It's difficult to tell what is being asked here. This question is ambiguous, vague, incomplete, overly broad, or rhetorical and cannot be reasonably answered in its current form. For help clarifying this question so that it can be reopened, visit the help center.If this question can be reworded to fit the rules in the help center, please edit the question.

    
In further thinking of this question, this question is too general for this site. If we change the scope of the question that might be appropriate, otherwise this question is not appropriate for the site. –  jcolebrand Jan 7 '11 at 1:34
    
I like to explain indexes using the library metaphor mysqlperformanceblog.com/2011/08/30/… See if that helps.. –  Jonathan Sep 14 '11 at 17:54

4 Answers 4

up vote 10 down vote accepted

Think of an index as "table of contents"... that is an ordered list of pointers to positions in a file, aka offsets.
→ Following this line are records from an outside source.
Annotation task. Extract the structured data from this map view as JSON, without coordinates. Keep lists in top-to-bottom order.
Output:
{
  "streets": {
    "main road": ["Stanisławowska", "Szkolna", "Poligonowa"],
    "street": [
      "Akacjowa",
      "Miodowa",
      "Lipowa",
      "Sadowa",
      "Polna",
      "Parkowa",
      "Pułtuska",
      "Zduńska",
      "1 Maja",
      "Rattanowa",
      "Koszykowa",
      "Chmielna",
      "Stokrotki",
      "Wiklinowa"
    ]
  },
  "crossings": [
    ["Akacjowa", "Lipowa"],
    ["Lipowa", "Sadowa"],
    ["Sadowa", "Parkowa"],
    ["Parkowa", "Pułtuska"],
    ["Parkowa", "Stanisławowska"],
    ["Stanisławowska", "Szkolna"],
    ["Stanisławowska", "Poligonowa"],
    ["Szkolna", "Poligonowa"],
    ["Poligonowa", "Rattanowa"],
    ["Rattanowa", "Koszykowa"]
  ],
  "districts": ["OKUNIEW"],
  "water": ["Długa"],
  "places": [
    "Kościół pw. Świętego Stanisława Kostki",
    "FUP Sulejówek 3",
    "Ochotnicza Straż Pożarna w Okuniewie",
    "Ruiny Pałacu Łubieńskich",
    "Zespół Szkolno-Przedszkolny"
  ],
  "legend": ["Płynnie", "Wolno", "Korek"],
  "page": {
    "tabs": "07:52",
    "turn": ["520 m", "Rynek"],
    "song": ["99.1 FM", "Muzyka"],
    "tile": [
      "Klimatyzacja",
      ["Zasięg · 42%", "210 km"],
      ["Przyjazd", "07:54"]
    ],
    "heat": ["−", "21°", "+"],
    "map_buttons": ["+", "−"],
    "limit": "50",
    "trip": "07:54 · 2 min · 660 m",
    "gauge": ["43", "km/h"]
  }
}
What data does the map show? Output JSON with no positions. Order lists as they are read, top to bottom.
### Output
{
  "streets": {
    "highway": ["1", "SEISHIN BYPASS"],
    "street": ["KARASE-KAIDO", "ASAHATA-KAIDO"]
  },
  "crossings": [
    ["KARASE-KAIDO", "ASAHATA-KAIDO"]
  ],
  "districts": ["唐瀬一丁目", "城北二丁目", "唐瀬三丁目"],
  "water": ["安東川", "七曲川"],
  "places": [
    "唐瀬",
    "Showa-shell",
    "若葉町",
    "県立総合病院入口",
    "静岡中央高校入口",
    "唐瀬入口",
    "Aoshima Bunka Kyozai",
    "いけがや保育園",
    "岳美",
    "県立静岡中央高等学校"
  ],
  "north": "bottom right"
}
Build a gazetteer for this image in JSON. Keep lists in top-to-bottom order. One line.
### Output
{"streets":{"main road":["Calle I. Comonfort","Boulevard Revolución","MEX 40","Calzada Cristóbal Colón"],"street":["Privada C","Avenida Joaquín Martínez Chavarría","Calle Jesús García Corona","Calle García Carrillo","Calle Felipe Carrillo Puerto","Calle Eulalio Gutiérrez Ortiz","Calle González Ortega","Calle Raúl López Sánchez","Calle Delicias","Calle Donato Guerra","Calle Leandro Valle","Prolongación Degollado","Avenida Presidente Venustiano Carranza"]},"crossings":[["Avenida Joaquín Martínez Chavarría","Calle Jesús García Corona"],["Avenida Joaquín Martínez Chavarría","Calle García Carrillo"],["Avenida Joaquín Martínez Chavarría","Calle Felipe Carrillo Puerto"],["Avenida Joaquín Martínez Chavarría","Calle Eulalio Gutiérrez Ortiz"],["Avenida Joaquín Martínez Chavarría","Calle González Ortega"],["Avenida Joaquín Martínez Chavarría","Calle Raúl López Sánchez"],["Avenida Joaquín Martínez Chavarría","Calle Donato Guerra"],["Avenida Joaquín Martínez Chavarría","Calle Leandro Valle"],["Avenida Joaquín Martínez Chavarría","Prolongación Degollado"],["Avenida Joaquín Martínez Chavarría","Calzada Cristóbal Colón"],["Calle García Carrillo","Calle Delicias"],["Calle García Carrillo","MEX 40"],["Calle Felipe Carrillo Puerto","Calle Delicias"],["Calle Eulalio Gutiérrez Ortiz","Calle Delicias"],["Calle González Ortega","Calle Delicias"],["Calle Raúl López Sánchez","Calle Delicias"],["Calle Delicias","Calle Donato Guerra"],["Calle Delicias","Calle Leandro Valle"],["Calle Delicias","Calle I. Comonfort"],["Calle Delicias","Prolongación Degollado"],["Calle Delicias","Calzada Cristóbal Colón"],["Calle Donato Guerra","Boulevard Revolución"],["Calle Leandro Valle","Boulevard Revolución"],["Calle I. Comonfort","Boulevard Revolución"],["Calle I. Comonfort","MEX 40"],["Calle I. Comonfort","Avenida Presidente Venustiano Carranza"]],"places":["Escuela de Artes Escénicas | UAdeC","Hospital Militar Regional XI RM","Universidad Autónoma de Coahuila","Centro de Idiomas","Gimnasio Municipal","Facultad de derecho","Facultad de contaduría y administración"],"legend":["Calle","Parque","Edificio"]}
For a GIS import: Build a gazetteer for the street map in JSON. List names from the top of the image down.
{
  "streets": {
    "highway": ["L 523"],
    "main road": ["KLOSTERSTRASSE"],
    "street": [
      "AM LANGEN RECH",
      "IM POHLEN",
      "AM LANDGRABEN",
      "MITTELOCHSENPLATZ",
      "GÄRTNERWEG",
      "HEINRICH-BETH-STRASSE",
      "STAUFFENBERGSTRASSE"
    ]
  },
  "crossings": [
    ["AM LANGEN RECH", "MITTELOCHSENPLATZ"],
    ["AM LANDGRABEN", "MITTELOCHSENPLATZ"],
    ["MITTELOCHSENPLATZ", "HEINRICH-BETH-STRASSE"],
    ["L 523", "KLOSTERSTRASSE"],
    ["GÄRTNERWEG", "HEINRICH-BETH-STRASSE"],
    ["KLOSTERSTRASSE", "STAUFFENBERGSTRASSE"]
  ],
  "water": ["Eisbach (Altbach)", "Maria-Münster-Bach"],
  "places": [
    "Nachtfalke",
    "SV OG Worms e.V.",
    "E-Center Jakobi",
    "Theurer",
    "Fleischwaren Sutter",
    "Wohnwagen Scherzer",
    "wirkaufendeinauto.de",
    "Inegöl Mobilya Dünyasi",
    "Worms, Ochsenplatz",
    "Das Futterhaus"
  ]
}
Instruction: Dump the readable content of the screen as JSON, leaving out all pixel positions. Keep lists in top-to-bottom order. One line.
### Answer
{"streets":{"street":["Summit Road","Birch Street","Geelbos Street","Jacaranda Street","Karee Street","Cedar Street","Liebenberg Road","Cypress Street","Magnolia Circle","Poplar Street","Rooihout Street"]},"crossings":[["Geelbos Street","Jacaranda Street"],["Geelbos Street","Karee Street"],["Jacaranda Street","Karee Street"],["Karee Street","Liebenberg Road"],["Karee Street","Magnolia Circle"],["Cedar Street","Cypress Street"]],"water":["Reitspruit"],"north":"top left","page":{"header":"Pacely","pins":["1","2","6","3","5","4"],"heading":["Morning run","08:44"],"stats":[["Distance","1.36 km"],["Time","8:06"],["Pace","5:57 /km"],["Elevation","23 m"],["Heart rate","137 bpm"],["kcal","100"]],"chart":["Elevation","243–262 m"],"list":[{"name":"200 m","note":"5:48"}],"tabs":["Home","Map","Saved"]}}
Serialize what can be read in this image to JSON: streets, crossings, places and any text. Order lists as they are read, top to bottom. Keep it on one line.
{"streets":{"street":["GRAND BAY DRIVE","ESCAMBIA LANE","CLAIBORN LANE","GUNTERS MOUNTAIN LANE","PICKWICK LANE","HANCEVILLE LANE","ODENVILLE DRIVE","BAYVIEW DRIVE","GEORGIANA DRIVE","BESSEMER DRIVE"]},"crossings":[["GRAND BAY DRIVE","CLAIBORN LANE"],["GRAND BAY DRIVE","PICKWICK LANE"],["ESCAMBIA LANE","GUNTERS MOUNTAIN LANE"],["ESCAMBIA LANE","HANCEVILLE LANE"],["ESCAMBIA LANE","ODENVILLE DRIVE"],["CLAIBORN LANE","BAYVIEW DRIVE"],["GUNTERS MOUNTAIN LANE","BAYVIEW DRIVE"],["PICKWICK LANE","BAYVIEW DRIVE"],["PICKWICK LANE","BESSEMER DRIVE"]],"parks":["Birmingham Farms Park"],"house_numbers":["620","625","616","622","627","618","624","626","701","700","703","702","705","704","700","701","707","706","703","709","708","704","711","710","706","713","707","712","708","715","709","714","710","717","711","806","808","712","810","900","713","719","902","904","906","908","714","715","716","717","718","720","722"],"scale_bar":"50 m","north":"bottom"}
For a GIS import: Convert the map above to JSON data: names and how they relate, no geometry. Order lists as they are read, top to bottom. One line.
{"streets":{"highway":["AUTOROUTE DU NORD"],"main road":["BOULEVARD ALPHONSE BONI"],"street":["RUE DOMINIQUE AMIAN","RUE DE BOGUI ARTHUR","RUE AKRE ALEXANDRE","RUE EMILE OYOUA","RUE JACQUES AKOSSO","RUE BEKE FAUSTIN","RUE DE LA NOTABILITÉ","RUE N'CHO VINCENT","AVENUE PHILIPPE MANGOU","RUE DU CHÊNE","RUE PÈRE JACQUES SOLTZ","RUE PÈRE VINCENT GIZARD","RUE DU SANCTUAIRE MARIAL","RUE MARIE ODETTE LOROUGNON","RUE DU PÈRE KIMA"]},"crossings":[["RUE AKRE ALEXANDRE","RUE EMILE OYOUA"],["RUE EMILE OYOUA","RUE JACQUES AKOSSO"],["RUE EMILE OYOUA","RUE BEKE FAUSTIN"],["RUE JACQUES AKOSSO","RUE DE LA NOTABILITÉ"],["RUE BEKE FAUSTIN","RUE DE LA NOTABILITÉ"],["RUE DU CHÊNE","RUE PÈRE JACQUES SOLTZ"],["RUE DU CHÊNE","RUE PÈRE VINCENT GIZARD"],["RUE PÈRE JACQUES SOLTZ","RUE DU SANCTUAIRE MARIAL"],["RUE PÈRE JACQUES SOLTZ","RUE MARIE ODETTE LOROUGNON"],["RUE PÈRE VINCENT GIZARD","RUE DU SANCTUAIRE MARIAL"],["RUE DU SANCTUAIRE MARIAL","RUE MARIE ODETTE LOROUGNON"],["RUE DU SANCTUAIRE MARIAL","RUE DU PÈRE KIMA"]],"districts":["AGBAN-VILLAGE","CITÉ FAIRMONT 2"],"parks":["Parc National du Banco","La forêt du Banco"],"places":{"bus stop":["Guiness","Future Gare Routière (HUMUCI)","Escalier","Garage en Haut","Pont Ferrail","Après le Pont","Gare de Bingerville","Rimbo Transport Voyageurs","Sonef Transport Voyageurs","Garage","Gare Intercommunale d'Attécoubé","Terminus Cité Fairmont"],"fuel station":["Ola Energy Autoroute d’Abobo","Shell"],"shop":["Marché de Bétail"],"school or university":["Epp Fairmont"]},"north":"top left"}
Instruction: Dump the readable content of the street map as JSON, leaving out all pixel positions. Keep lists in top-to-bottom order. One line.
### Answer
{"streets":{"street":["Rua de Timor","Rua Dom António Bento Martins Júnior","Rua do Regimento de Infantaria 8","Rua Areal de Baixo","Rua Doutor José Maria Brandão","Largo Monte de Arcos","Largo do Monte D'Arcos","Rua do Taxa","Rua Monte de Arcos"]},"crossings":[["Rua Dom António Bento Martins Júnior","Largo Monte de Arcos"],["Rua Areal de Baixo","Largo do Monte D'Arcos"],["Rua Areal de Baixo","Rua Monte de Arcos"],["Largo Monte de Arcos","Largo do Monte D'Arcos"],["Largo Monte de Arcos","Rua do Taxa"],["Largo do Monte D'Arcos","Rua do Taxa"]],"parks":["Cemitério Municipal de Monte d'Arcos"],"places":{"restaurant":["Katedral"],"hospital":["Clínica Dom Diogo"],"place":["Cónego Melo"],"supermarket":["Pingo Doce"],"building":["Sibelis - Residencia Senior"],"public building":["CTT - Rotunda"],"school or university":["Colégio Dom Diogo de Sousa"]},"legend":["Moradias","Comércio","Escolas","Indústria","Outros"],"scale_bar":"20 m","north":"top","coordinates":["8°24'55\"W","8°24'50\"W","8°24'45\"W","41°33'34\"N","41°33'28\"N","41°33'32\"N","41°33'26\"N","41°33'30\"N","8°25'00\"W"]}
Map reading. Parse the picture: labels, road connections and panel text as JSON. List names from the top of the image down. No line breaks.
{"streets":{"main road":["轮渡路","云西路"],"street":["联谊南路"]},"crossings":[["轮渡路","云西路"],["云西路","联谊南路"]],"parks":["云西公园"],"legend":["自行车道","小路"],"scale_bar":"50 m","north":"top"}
Say that you have millions of records stored in a table, rather than search the table for matching criteria, it's much faster to reference an ordered list for matches, then stack the pointers to the specific matching rows. A perfect example of an index is a tables primary key field, most typically its "id" field. If you want row id # 11234566, it's much faster ask the index for a pointer to the data than it is to scan the data source for position 11234566.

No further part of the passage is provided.